TASK OBJECTIVE:
Retype the entries exactly, keeping every line intact.

⁂

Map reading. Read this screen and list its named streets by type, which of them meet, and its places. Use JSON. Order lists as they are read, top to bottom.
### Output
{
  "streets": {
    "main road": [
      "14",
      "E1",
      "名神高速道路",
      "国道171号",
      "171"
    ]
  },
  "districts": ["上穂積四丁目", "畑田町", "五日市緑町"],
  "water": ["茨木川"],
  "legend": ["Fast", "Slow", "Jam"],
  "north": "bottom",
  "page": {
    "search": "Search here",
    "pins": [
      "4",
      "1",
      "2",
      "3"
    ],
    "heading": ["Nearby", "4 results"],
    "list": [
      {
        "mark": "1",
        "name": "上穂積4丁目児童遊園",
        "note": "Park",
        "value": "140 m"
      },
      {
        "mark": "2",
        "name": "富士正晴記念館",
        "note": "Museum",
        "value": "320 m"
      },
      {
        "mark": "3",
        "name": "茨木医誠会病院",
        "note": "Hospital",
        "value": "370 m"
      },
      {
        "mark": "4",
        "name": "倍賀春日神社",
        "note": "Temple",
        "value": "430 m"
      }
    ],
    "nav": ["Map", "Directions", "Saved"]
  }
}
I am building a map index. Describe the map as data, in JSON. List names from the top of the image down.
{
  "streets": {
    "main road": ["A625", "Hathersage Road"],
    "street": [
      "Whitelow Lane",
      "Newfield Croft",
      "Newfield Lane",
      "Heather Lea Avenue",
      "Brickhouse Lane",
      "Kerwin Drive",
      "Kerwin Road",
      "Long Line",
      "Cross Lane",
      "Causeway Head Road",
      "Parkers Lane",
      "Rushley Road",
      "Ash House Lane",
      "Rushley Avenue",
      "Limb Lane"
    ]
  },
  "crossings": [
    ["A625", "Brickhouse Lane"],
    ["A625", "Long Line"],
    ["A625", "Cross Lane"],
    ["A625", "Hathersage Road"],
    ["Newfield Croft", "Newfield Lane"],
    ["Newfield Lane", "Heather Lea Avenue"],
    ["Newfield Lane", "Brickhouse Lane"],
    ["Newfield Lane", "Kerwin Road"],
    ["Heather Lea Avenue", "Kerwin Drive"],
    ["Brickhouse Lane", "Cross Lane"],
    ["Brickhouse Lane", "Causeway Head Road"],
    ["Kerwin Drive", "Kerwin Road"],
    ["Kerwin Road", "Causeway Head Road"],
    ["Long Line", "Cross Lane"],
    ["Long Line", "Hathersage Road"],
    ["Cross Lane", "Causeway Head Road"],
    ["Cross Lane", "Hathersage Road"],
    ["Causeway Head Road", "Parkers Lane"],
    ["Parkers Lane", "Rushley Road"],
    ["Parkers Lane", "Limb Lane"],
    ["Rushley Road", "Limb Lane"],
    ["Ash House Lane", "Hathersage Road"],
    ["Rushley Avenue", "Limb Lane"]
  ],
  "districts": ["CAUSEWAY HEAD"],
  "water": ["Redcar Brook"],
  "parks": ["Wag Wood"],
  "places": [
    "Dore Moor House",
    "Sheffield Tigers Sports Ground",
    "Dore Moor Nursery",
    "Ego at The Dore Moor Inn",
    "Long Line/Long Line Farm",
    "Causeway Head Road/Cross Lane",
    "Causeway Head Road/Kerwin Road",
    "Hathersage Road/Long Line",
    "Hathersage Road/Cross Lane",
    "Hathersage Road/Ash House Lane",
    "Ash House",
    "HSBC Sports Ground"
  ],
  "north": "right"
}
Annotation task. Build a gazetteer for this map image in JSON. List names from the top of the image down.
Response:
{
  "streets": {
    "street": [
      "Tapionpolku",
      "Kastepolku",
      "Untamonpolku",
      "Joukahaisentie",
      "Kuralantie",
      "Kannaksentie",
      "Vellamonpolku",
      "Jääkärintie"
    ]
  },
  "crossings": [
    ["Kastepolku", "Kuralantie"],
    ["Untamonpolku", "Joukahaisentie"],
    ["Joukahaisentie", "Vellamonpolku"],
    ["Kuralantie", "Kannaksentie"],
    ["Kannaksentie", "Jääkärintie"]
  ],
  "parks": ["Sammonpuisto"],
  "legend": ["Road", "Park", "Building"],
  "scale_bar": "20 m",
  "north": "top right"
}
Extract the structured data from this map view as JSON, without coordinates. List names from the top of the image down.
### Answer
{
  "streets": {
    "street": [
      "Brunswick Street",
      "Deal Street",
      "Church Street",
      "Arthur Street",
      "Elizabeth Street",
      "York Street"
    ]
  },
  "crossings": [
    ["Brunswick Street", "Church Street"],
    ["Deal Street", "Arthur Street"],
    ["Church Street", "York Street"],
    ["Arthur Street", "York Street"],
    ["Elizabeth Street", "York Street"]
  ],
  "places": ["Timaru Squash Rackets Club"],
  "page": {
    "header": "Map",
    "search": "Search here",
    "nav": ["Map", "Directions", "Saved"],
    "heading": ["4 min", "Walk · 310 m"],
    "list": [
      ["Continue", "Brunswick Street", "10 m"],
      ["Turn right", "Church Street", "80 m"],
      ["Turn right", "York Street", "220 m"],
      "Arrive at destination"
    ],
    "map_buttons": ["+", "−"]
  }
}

⁂

EXPECTED OUTPUT:
Map reading. Read this screen and list its named streets by type, which of them meet, and its places. Use JSON. Order lists as they are read, top to bottom.
### Output
{
  "streets": {
    "main road": [
      "14",
      "E1",
      "名神高速道路",
      "国道171号",
      "171"
    ]
  },
  "districts": ["上穂積四丁目", "畑田町", "五日市緑町"],
  "water": ["茨木川"],
  "legend": ["Fast", "Slow", "Jam"],
  "north": "bottom",
  "page": {
    "search": "Search here",
    "pins": [
      "4",
      "1",
      "2",
      "3"
    ],
    "heading": ["Nearby", "4 results"],
    "list": [
      {
        "mark": "1",
        "name": "上穂積4丁目児童遊園",
        "note": "Park",
        "value": "140 m"
      },
      {
        "mark": "2",
        "name": "富士正晴記念館",
        "note": "Museum",
        "value": "320 m"
      },
      {
        "mark": "3",
        "name": "茨木医誠会病院",
        "note": "Hospital",
        "value": "370 m"
      },
      {
        "mark": "4",
        "name": "倍賀春日神社",
        "note": "Temple",
        "value": "430 m"
      }
    ],
    "nav": ["Map", "Directions", "Saved"]
  }
}
I am building a map index. Describe the map as data, in JSON. List names from the top of the image down.
{
  "streets": {
    "main road": ["A625", "Hathersage Road"],
    "street": [
      "Whitelow Lane",
      "Newfield Croft",
      "Newfield Lane",
      "Heather Lea Avenue",
      "Brickhouse Lane",
      "Kerwin Drive",
      "Kerwin Road",
      "Long Line",
      "Cross Lane",
      "Causeway Head Road",
      "Parkers Lane",
      "Rushley Road",
      "Ash House Lane",
      "Rushley Avenue",
      "Limb Lane"
    ]
  },
  "crossings": [
    ["A625", "Brickhouse Lane"],
    ["A625", "Long Line"],
    ["A625", "Cross Lane"],
    ["A625", "Hathersage Road"],
    ["Newfield Croft", "Newfield Lane"],
    ["Newfield Lane", "Heather Lea Avenue"],
    ["Newfield Lane", "Brickhouse Lane"],
    ["Newfield Lane", "Kerwin Road"],
    ["Heather Lea Avenue", "Kerwin Drive"],
    ["Brickhouse Lane", "Cross Lane"],
    ["Brickhouse Lane", "Causeway Head Road"],
    ["Kerwin Drive", "Kerwin Road"],
    ["Kerwin Road", "Causeway Head Road"],
    ["Long Line", "Cross Lane"],
    ["Long Line", "Hathersage Road"],
    ["Cross Lane", "Causeway Head Road"],
    ["Cross Lane", "Hathersage Road"],
    ["Causeway Head Road", "Parkers Lane"],
    ["Parkers Lane", "Rushley Road"],
    ["Parkers Lane", "Limb Lane"],
    ["Rushley Road", "Limb Lane"],
    ["Ash House Lane", "Hathersage Road"],
    ["Rushley Avenue", "Limb Lane"]
  ],
  "districts": ["CAUSEWAY HEAD"],
  "water": ["Redcar Brook"],
  "parks": ["Wag Wood"],
  "places": [
    "Dore Moor House",
    "Sheffield Tigers Sports Ground",
    "Dore Moor Nursery",
    "Ego at The Dore Moor Inn",
    "Long Line/Long Line Farm",
    "Causeway Head Road/Cross Lane",
    "Causeway Head Road/Kerwin Road",
    "Hathersage Road/Long Line",
    "Hathersage Road/Cross Lane",
    "Hathersage Road/Ash House Lane",
    "Ash House",
    "HSBC Sports Ground"
  ],
  "north": "right"
}
Annotation task. Build a gazetteer for this map image in JSON. List names from the top of the image down.
Response:
{
  "streets": {
    "street": [
      "Tapionpolku",
      "Kastepolku",
      "Untamonpolku",
      "Joukahaisentie",
      "Kuralantie",
      "Kannaksentie",
      "Vellamonpolku",
      "Jääkärintie"
    ]
  },
  "crossings": [
    ["Kastepolku", "Kuralantie"],
    ["Untamonpolku", "Joukahaisentie"],
    ["Joukahaisentie", "Vellamonpolku"],
    ["Kuralantie", "Kannaksentie"],
    ["Kannaksentie", "Jääkärintie"]
  ],
  "parks": ["Sammonpuisto"],
  "legend": ["Road", "Park", "Building"],
  "scale_bar": "20 m",
  "north": "top right"
}
Extract the structured data from this map view as JSON, without coordinates. List names from the top of the image down.
### Answer
{
  "streets": {
    "street": [
      "Brunswick Street",
      "Deal Street",
      "Church Street",
      "Arthur Street",
      "Elizabeth Street",
      "York Street"
    ]
  },
  "crossings": [
    ["Brunswick Street", "Church Street"],
    ["Deal Street", "Arthur Street"],
    ["Church Street", "York Street"],
    ["Arthur Street", "York Street"],
    ["Elizabeth Street", "York Street"]
  ],
  "places": ["Timaru Squash Rackets Club"],
  "page": {
    "header": "Map",
    "search": "Search here",
    "nav": ["Map", "Directions", "Saved"],
    "heading": ["4 min", "Walk · 310 m"],
    "list": [
      ["Continue", "Brunswick Street", "10 m"],
      ["Turn right", "Church Street", "80 m"],
      ["Turn right", "York Street", "220 m"],
      "Arrive at destination"
    ],
    "map_buttons": ["+", "−"]
  }
}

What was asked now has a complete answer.